▶ **EXERCISE AIM**
Reproduce the lines below verbatim. Pictures are to be omitted.

▶ **EXTRACTED INFORMATION**
○ ○ ○

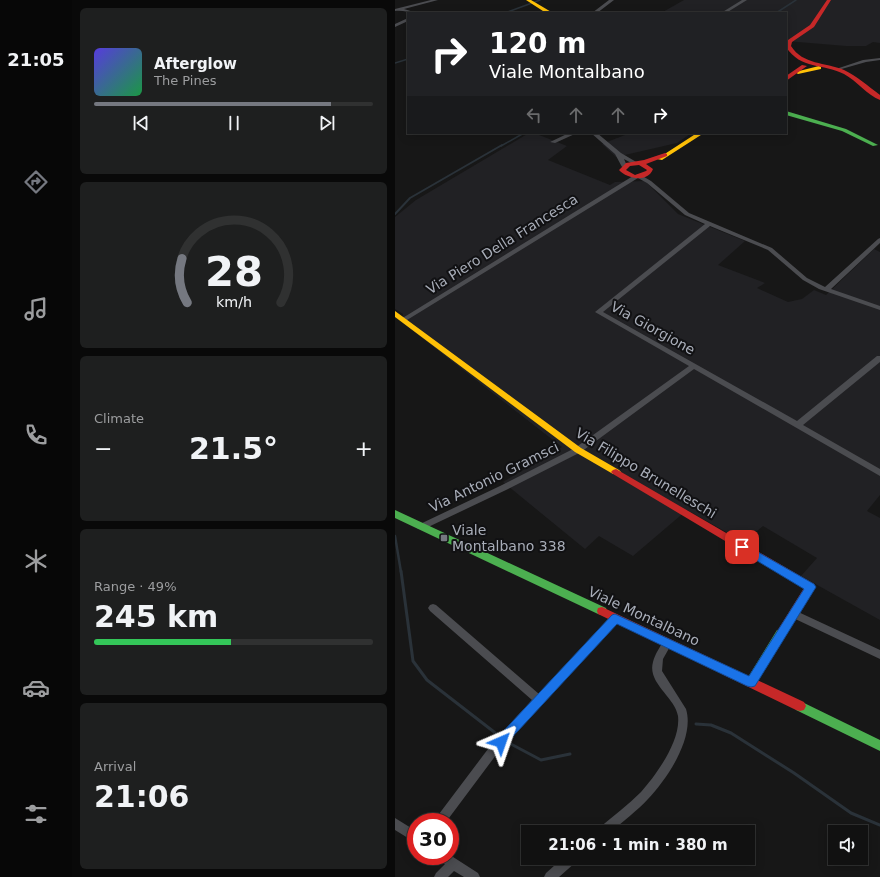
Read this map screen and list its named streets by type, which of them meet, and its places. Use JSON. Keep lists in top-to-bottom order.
{
  "streets": {
    "street": [
      "Via Piero Della Francesca",
      "Via Giorgione",
      "Via Filippo Brunelleschi",
      "Via Antonio Gramsci",
      "Viale Montalbano"
    ]
  },
  "crossings": [
    ["Via Piero Della Francesca", "Via Filippo Brunelleschi"],
    ["Via Giorgione", "Via Antonio Gramsci"],
    ["Via Filippo Brunelleschi", "Via Antonio Gramsci"],
    ["Via Filippo Brunelleschi", "Viale Montalbano"],
    ["Via Antonio Gramsci", "Viale Montalbano"]
  ],
  "places": {
    "transit": ["Viale Montalbano 338"]
  },
  "page": {
    "tabs": "21:05",
    "turn": ["120 m", "Viale Montalbano"],
    "song": ["Afterglow", "The Pines"],
    "tile": [
      "Climate",
      ["Range · 49%", "245 km"],
      ["Arrival", "21:06"]
    ],
    "heat": ["−", "21.5°", "+"],
    "limit": "30",
    "trip": "21:06 · 1 min · 380 m",
    "gauge": ["28", "km/h"]
  }
}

○ ○ ○

▶ **FINAL ANSWER**
Read this map screen and list its named streets by type, which of them meet, and its places. Use JSON. Keep lists in top-to-bottom order.
{
  "streets": {
    "street": [
      "Via Piero Della Francesca",
      "Via Giorgione",
      "Via Filippo Brunelleschi",
      "Via Antonio Gramsci",
      "Viale Montalbano"
    ]
  },
  "crossings": [
    ["Via Piero Della Francesca", "Via Filippo Brunelleschi"],
    ["Via Giorgione", "Via Antonio Gramsci"],
    ["Via Filippo Brunelleschi", "Via Antonio Gramsci"],
    ["Via Filippo Brunelleschi", "Viale Montalbano"],
    ["Via Antonio Gramsci", "Viale Montalbano"]
  ],
  "places": {
    "transit": ["Viale Montalbano 338"]
  },
  "page": {
    "tabs": "21:05",
    "turn": ["120 m", "Viale Montalbano"],
    "song": ["Afterglow", "The Pines"],
    "tile": [
      "Climate",
      ["Range · 49%", "245 km"],
      ["Arrival", "21:06"]
    ],
    "heat": ["−", "21.5°", "+"],
    "limit": "30",
    "trip": "21:06 · 1 min · 380 m",
    "gauge": ["28", "km/h"]
  }
}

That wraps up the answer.